▼
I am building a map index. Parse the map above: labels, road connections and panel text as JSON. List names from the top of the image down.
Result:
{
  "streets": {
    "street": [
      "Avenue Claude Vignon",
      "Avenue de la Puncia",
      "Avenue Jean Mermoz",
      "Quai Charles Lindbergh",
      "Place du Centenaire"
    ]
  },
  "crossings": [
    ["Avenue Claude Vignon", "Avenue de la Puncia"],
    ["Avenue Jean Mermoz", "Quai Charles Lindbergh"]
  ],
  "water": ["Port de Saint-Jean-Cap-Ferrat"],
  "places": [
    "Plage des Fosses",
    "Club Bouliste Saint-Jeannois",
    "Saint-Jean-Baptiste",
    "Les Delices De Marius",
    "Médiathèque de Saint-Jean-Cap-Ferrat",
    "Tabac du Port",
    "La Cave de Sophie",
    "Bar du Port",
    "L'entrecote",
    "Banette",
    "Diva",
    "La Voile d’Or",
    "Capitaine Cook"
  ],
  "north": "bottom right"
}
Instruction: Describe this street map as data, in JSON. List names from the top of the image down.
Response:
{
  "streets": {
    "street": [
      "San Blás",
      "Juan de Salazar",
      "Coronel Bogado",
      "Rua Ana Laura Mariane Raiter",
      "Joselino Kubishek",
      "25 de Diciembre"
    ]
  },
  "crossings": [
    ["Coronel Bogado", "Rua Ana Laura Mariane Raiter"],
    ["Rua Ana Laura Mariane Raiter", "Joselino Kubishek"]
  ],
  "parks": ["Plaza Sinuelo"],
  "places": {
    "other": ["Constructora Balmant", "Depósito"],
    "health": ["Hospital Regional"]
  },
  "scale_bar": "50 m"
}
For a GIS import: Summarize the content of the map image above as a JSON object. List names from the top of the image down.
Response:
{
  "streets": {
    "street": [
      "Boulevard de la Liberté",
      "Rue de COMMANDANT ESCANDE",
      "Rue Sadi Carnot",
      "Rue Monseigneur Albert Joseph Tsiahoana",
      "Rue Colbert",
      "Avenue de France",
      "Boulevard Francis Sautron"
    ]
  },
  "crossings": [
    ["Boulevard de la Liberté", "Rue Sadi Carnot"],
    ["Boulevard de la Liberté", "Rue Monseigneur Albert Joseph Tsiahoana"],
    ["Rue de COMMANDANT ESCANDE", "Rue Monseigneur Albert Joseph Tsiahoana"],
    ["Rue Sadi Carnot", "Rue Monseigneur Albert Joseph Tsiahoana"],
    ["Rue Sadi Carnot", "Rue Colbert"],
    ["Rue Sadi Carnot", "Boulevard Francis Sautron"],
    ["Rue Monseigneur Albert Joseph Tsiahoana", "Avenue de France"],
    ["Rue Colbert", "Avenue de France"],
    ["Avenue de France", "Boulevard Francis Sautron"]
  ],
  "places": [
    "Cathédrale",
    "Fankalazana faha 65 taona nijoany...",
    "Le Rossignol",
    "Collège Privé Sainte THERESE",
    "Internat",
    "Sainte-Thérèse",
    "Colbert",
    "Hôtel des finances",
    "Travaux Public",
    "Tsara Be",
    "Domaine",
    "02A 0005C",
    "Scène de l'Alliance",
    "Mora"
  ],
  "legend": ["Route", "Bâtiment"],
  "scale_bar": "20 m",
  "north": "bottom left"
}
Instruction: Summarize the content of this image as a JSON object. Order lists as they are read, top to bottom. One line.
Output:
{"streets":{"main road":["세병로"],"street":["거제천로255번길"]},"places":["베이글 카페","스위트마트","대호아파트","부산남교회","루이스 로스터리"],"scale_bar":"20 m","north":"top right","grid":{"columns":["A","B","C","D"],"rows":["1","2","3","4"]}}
▲
EXERCISE
Retype the records above in full, exactly.

EXERCISE ANSWER
I am building a map index. Parse the map above: labels, road connections and panel text as JSON. List names from the top of the image down.
Result:
{
  "streets": {
    "street": [
      "Avenue Claude Vignon",
      "Avenue de la Puncia",
      "Avenue Jean Mermoz",
      "Quai Charles Lindbergh",
      "Place du Centenaire"
    ]
  },
  "crossings": [
    ["Avenue Claude Vignon", "Avenue de la Puncia"],
    ["Avenue Jean Mermoz", "Quai Charles Lindbergh"]
  ],
  "water": ["Port de Saint-Jean-Cap-Ferrat"],
  "places": [
    "Plage des Fosses",
    "Club Bouliste Saint-Jeannois",
    "Saint-Jean-Baptiste",
    "Les Delices De Marius",
    "Médiathèque de Saint-Jean-Cap-Ferrat",
    "Tabac du Port",
    "La Cave de Sophie",
    "Bar du Port",
    "L'entrecote",
    "Banette",
    "Diva",
    "La Voile d’Or",
    "Capitaine Cook"
  ],
  "north": "bottom right"
}
Instruction: Describe this street map as data, in JSON. List names from the top of the image down.
Response:
{
  "streets": {
    "street": [
      "San Blás",
      "Juan de Salazar",
      "Coronel Bogado",
      "Rua Ana Laura Mariane Raiter",
      "Joselino Kubishek",
      "25 de Diciembre"
    ]
  },
  "crossings": [
    ["Coronel Bogado", "Rua Ana Laura Mariane Raiter"],
    ["Rua Ana Laura Mariane Raiter", "Joselino Kubishek"]
  ],
  "parks": ["Plaza Sinuelo"],
  "places": {
    "other": ["Constructora Balmant", "Depósito"],
    "health": ["Hospital Regional"]
  },
  "scale_bar": "50 m"
}
For a GIS import: Summarize the content of the map image above as a JSON object. List names from the top of the image down.
Response:
{
  "streets": {
    "street": [
      "Boulevard de la Liberté",
      "Rue de COMMANDANT ESCANDE",
      "Rue Sadi Carnot",
      "Rue Monseigneur Albert Joseph Tsiahoana",
      "Rue Colbert",
      "Avenue de France",
      "Boulevard Francis Sautron"
    ]
  },
  "crossings": [
    ["Boulevard de la Liberté", "Rue Sadi Carnot"],
    ["Boulevard de la Liberté", "Rue Monseigneur Albert Joseph Tsiahoana"],
    ["Rue de COMMANDANT ESCANDE", "Rue Monseigneur Albert Joseph Tsiahoana"],
    ["Rue Sadi Carnot", "Rue Monseigneur Albert Joseph Tsiahoana"],
    ["Rue Sadi Carnot", "Rue Colbert"],
    ["Rue Sadi Carnot", "Boulevard Francis Sautron"],
    ["Rue Monseigneur Albert Joseph Tsiahoana", "Avenue de France"],
    ["Rue Colbert", "Avenue de France"],
    ["Avenue de France", "Boulevard Francis Sautron"]
  ],
  "places": [
    "Cathédrale",
    "Fankalazana faha 65 taona nijoany...",
    "Le Rossignol",
    "Collège Privé Sainte THERESE",
    "Internat",
    "Sainte-Thérèse",
    "Colbert",
    "Hôtel des finances",
    "Travaux Public",
    "Tsara Be",
    "Domaine",
    "02A 0005C",
    "Scène de l'Alliance",
    "Mora"
  ],
  "legend": ["Route", "Bâtiment"],
  "scale_bar": "20 m",
  "north": "bottom left"
}
Instruction: Summarize the content of this image as a JSON object. Order lists as they are read, top to bottom. One line.
Output:
{"streets":{"main road":["세병로"],"street":["거제천로255번길"]},"places":["베이글 카페","스위트마트","대호아파트","부산남교회","루이스 로스터리"],"scale_bar":"20 m","north":"top right","grid":{"columns":["A","B","C","D"],"rows":["1","2","3","4"]}}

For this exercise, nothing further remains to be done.